:: Records to process

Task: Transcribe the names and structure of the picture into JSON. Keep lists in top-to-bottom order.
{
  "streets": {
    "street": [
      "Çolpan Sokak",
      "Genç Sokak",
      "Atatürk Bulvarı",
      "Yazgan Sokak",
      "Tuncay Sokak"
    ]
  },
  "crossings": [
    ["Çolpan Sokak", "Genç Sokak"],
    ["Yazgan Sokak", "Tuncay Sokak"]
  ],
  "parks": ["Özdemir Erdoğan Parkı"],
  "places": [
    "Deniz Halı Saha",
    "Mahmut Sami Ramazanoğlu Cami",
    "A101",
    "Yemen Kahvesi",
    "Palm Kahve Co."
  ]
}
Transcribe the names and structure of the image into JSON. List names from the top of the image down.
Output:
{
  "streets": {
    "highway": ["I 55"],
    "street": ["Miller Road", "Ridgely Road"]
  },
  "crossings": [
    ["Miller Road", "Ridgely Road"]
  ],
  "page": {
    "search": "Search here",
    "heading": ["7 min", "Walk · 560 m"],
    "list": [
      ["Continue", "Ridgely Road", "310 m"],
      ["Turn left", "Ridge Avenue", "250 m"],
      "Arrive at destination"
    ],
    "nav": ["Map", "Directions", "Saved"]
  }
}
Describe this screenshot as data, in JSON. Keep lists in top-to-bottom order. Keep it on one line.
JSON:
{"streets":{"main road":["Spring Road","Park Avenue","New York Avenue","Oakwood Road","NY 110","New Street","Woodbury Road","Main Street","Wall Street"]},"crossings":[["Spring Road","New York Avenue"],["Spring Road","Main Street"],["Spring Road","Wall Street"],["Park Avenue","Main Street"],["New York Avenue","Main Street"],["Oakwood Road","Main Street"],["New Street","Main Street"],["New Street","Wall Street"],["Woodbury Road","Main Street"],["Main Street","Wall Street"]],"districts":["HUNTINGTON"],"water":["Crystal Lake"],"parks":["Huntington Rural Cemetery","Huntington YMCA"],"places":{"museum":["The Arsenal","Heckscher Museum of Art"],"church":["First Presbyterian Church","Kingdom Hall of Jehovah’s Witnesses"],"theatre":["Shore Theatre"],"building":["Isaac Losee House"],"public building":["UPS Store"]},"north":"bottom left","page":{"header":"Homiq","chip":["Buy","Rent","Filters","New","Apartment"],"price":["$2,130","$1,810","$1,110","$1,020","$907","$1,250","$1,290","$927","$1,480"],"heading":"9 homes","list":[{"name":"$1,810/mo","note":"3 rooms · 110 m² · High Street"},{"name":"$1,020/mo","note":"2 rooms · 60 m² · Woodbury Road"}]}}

::::

» **Problem requirements**:
In the answer, give the lines from the first line of the data through the line with "Transcribe the names and structure of the image", exactly as they appear and with no additions.

» **Reply**:
Task: Transcribe the names and structure of the picture into JSON. Keep lists in top-to-bottom order.
{
  "streets": {
    "street": [
      "Çolpan Sokak",
      "Genç Sokak",
      "Atatürk Bulvarı",
      "Yazgan Sokak",
      "Tuncay Sokak"
    ]
  },
  "crossings": [
    ["Çolpan Sokak", "Genç Sokak"],
    ["Yazgan Sokak", "Tuncay Sokak"]
  ],
  "parks": ["Özdemir Erdoğan Parkı"],
  "places": [
    "Deniz Halı Saha",
    "Mahmut Sami Ramazanoğlu Cami",
    "A101",
    "Yemen Kahvesi",
    "Palm Kahve Co."
  ]
}
Transcribe the names and structure of the image into JSON. List names from the top of the image down.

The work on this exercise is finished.